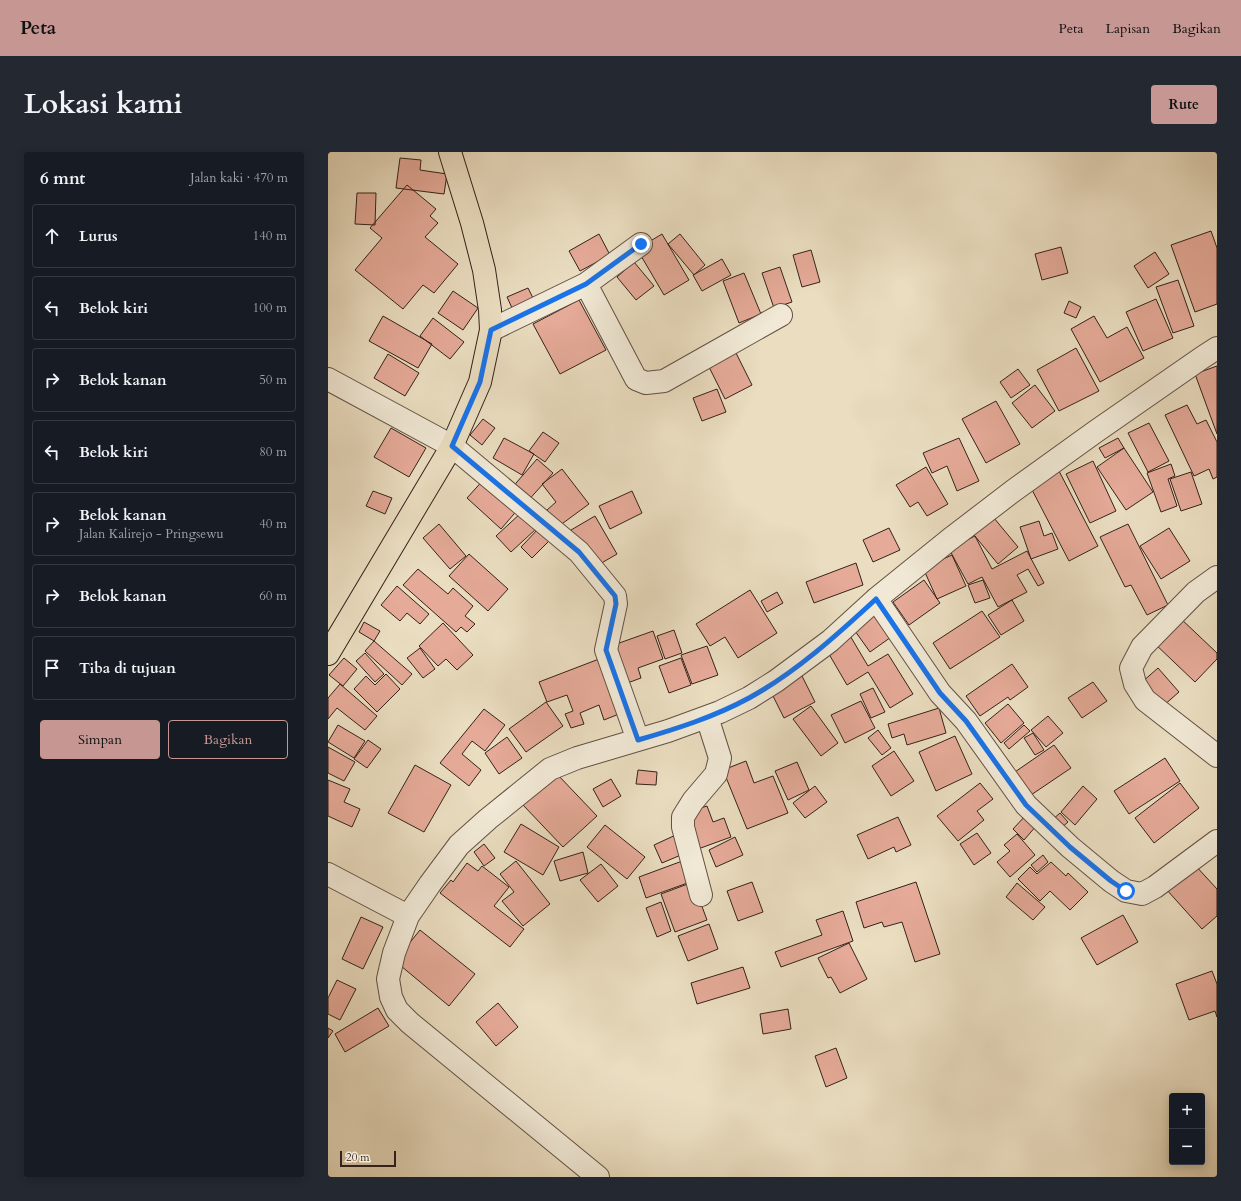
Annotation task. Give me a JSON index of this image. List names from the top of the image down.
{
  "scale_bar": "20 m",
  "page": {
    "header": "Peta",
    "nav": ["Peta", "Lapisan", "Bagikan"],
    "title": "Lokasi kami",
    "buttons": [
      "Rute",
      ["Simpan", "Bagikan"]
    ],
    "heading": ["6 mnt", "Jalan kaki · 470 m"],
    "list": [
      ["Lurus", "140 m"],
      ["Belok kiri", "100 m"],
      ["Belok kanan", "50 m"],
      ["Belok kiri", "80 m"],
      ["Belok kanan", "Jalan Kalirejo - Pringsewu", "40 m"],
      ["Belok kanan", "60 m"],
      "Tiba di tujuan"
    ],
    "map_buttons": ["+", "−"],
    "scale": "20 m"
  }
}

--- ASSIGNMENT ---
Leave every image out when you return the material above word for word.

--- RESPONSE BELOW ---
Annotation task. Give me a JSON index of this image. List names from the top of the image down.
{
  "scale_bar": "20 m",
  "page": {
    "header": "Peta",
    "nav": ["Peta", "Lapisan", "Bagikan"],
    "title": "Lokasi kami",
    "buttons": [
      "Rute",
      ["Simpan", "Bagikan"]
    ],
    "heading": ["6 mnt", "Jalan kaki · 470 m"],
    "list": [
      ["Lurus", "140 m"],
      ["Belok kiri", "100 m"],
      ["Belok kanan", "50 m"],
      ["Belok kiri", "80 m"],
      ["Belok kanan", "Jalan Kalirejo - Pringsewu", "40 m"],
      ["Belok kanan", "60 m"],
      "Tiba di tujuan"
    ],
    "map_buttons": ["+", "−"],
    "scale": "20 m"
  }
}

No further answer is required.